Sentenza Sentenza Cassazione Civile n. 8178 del 24/03/2021

Cassazione civile sez. trib., 24/03/2021, (ud. 24/09/2020, dep. 24/03/2021), n.8178

LA CORTE SUPREMA DI CASSAZIONE

SEZIONE TRIBUTARIA

Composta dagli Ill.mi Sigg.ri Magistrati:

Dott. CRUCITTI Roberta – Presidente –

Dott. CONDELLO Pasqualina Anna Piera – Consigliere –

Dott. GUIDA Riccardo – Consigliere –

Dott. FEDERICI Francesco – Consigliere –

Dott. D’ORAZIO Luigi – rel. Consigliere –

ha pronunciato la seguente:

ORDINANZA

sul ricorso iscritto al n. 19091/2013 R.G. proposto da:

Agenzia delle Entrate, in persona del legale rappresentante pro

tempore, rappresentata e difesa dall’Avvocatura Generale dello

Stato, domiciliata in Roma, Via dei Portoghesi n. 12;

– ricorrente –

contro

Sirte s.r.l., in persona del legale rappresentante pro tempore,

rappresentata e difesa dall’Avv. Alessandra Stasi, come da mandato a

margine del controricorso, elettivamente domiciliata in Roma, presso

lo studio dell’Avv. Luigi Marsico, Viale Regina Margherita, n. 262;

– controricorrente –

avverso la sentenza della Commissione tributaria regionale della

Puglia, sezione distaccata di Foggia, n. 115/27/2012, depositata il

4 giugno 2012.

Udita la relazione svolta nella camera di consiglio del 24 settembre

2020 dal Consigliere Luigi D’Orazio.

 

Fatto

RILEVATO

CHE:

1.La Commissione tributaria regionale della Puglia rigettava l’appello principale articolato dalla Agenzia delle entrate ed accoglieva l’appello incidentale della Sirte s.r.l. avverso la sentenza della Commissione tributaria provinciale di Foggia, che aveva accolto parzialmente il ricorso della contribuente in relazione a due dei tre rilievi dell’Ufficio per l’anno 2004. In particolare, l’Agenzia delle entrate aveva ripreso a tassazione tre voci: per la illegittima deduzione di costi non documentati e non inerenti per Euro 1.521.462,95, imputati ad inizio 2004 ed interamente dedotti in quell’anno, mentre la società, in realtà, avrebbe svolto solo attività di “intermediazione” tra i promissari acquirenti degli immobili e la promittente venditrice (società Comercoop); per illegittima deduzione di costi per Euro 227.245,83, relativi ad un deposito cauzionale fruttifero rilasciato dalla Luna s.r.l., società che aveva effettuato in concreto i lavori, in quanto aventi esclusiva natura finanziaria; illegittima deduzione di costi per Euro 65.000,00, in quanto non documentati e non inerenti, non svolgendo la società che aveva emesso la fattura attività edilizia.

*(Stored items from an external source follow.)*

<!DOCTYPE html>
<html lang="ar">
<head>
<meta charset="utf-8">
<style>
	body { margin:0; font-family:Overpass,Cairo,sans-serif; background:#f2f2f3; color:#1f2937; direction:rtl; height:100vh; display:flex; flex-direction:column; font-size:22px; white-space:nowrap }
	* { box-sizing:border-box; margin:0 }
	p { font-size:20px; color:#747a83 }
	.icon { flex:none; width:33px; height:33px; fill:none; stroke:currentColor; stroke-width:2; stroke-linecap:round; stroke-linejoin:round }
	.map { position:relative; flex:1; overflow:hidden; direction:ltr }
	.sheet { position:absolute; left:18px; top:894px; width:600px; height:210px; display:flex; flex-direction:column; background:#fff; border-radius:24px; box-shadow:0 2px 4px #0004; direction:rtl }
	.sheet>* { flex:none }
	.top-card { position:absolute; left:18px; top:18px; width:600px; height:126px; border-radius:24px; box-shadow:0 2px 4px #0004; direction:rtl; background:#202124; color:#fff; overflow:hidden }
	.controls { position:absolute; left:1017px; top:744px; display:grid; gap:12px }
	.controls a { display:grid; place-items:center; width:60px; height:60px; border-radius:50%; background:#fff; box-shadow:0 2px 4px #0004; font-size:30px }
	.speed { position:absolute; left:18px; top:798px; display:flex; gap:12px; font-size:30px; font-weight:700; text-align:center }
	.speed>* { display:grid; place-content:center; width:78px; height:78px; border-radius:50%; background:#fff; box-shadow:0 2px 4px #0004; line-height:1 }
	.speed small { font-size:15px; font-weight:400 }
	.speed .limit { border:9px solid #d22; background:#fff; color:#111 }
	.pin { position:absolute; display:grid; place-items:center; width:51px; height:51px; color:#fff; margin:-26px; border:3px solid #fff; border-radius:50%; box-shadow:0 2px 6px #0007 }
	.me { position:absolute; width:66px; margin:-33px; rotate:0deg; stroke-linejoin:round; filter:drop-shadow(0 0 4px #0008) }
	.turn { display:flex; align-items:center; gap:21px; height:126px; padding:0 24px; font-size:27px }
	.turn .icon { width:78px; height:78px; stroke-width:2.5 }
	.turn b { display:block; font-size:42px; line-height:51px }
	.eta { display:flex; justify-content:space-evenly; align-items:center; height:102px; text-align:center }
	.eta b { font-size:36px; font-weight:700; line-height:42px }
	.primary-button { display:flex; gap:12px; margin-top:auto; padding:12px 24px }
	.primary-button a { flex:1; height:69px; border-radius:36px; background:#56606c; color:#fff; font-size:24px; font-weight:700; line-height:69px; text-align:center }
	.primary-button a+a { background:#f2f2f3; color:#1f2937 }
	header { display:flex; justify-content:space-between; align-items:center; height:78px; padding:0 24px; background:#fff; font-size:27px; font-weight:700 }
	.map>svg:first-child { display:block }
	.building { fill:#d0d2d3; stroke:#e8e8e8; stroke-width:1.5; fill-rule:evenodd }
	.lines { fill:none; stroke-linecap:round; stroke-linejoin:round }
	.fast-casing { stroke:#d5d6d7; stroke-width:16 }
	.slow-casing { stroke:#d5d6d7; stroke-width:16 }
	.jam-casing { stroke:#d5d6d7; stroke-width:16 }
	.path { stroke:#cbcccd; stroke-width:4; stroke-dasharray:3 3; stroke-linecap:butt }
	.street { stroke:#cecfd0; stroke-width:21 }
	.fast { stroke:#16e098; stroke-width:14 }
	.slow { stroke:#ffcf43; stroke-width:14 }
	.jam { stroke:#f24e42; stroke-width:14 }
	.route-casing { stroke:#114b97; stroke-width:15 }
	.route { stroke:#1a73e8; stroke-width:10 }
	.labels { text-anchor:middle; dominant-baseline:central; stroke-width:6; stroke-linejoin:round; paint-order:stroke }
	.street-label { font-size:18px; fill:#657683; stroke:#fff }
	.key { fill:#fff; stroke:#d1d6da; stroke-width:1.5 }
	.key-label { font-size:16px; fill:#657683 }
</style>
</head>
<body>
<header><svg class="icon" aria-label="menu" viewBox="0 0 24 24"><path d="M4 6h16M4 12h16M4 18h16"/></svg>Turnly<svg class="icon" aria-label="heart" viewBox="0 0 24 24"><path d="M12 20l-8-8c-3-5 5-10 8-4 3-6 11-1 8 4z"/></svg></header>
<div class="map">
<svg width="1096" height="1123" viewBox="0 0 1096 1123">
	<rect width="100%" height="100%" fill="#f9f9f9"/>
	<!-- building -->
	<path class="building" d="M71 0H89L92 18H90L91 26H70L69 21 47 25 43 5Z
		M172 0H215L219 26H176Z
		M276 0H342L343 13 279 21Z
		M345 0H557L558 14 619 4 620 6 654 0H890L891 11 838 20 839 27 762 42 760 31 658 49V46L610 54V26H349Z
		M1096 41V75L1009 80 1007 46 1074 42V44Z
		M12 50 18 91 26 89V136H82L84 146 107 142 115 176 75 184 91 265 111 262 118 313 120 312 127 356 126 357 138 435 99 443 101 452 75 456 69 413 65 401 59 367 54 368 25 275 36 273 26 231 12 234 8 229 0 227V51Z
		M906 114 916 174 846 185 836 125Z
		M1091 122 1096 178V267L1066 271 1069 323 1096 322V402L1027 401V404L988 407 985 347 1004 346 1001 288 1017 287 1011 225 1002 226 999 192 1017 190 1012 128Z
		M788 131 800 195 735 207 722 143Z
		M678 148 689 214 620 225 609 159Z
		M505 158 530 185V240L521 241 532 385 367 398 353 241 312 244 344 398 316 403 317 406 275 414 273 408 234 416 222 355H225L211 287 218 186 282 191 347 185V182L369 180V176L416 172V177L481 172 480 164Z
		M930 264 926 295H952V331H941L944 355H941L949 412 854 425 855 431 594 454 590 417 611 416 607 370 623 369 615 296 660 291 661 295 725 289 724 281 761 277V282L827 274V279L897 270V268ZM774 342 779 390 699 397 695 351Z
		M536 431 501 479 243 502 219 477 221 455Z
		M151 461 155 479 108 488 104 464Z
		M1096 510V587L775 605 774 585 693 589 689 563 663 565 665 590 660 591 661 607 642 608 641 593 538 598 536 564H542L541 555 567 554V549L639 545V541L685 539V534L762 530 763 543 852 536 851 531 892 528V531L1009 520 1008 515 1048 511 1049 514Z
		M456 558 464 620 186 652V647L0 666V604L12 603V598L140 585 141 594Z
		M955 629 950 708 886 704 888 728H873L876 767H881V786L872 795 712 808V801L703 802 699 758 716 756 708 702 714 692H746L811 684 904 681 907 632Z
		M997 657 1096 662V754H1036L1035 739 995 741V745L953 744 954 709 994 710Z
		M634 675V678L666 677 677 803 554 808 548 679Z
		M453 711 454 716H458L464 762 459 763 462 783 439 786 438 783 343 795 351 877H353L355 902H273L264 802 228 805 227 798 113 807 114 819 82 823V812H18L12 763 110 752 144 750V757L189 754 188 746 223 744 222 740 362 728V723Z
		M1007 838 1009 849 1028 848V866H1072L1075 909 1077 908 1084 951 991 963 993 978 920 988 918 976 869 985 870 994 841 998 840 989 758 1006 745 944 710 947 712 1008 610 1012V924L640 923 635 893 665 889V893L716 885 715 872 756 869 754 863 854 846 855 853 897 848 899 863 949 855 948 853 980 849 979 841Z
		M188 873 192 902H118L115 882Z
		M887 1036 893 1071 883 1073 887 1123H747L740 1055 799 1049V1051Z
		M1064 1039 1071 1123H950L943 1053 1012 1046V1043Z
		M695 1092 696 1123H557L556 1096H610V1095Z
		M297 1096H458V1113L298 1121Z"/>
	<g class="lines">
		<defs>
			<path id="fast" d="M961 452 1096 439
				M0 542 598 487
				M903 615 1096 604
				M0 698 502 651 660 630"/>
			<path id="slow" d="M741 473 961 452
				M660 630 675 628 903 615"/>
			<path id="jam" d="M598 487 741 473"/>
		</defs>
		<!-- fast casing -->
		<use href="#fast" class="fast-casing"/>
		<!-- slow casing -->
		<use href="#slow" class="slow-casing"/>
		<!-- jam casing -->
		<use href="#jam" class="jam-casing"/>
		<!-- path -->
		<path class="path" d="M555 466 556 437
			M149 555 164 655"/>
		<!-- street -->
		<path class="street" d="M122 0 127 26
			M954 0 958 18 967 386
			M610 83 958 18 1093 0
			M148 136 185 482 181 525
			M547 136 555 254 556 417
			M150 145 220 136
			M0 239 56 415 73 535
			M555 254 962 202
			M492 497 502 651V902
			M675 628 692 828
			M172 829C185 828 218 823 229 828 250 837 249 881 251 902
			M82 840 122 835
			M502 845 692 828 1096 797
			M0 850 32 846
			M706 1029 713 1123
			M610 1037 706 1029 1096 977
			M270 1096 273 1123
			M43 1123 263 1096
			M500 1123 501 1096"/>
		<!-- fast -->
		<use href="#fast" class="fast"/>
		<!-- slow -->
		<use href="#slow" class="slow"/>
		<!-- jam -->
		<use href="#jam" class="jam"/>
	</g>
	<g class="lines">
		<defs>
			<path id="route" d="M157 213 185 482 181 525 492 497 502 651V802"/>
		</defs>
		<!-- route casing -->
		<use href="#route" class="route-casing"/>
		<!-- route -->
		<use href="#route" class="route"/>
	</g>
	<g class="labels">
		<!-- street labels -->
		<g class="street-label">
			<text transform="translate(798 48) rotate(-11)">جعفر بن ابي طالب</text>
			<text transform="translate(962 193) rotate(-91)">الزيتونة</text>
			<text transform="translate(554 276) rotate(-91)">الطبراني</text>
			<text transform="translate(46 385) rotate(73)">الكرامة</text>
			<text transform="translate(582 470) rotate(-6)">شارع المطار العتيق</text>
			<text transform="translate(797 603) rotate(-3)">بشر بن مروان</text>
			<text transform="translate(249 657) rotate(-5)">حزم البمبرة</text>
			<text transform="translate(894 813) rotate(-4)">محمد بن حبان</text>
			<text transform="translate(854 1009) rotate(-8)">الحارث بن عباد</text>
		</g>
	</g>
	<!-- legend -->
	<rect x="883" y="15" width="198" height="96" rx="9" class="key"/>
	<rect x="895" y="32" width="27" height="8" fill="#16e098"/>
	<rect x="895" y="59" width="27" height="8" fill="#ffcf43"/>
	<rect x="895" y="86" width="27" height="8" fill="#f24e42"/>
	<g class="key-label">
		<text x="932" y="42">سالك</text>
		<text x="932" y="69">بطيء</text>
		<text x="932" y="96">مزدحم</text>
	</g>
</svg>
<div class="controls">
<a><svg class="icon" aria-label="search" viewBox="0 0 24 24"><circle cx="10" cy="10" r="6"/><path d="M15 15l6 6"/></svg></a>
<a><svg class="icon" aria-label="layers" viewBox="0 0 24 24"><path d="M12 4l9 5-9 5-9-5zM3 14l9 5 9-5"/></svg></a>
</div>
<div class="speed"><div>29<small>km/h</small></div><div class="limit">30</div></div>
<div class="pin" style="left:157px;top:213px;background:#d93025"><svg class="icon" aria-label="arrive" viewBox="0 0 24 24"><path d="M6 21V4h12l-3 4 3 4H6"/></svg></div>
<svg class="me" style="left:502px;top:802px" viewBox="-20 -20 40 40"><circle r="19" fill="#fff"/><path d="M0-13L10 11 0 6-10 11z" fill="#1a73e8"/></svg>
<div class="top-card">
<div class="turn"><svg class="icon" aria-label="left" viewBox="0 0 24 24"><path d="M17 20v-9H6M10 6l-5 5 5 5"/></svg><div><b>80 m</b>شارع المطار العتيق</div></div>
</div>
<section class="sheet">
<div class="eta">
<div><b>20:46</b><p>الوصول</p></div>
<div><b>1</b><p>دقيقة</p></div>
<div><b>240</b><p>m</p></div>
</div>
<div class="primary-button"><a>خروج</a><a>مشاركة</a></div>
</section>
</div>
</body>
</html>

Il giudice di appello, quindi, riteneva deducibili ed inerenti i costi relativi ai tre rilievi, evidenziando che l’attività svolta dalla contribuente era imprenditoriale e non di mera rappresentanza, non vertendosi in tema di abuso del diritto; che era irragionevole non considerare i costi, ma solo i ricavi, ritenendoli provento di attività esclusivamente finanziaria e non imprenditoriale; aggiungeva che il mancato ricorso al finanziamento bancario, con utilizzo delle caparre corrisposte in anticipo dai promissari acquirenti, costituiva esplicazione della libera iniziativa economica imprenditoriale, caratterizzata dal rischio di impresa; il contratto stipulato per persona da denominare, poi, si era perfezionato già nel 1998, prima della dichiarazione di nomina del 2004, al momento della vendita definitiva degli immobili; esisteva un rapporto con la società Luna s.r.l., esecutrice dei lavori, sicchè era inerente il costo per interessi sul deposito cauzionale fruttifero dalla società Luna rilasciato; il costo per l’attività svolta dalla cooperativa Leadercoop era interamente deducibile, in quanto pagato su fattura emessa in data 30-11-2004.

2.Avverso tale sentenza propone ricorso per cassazione l’Agenzia delle entrate.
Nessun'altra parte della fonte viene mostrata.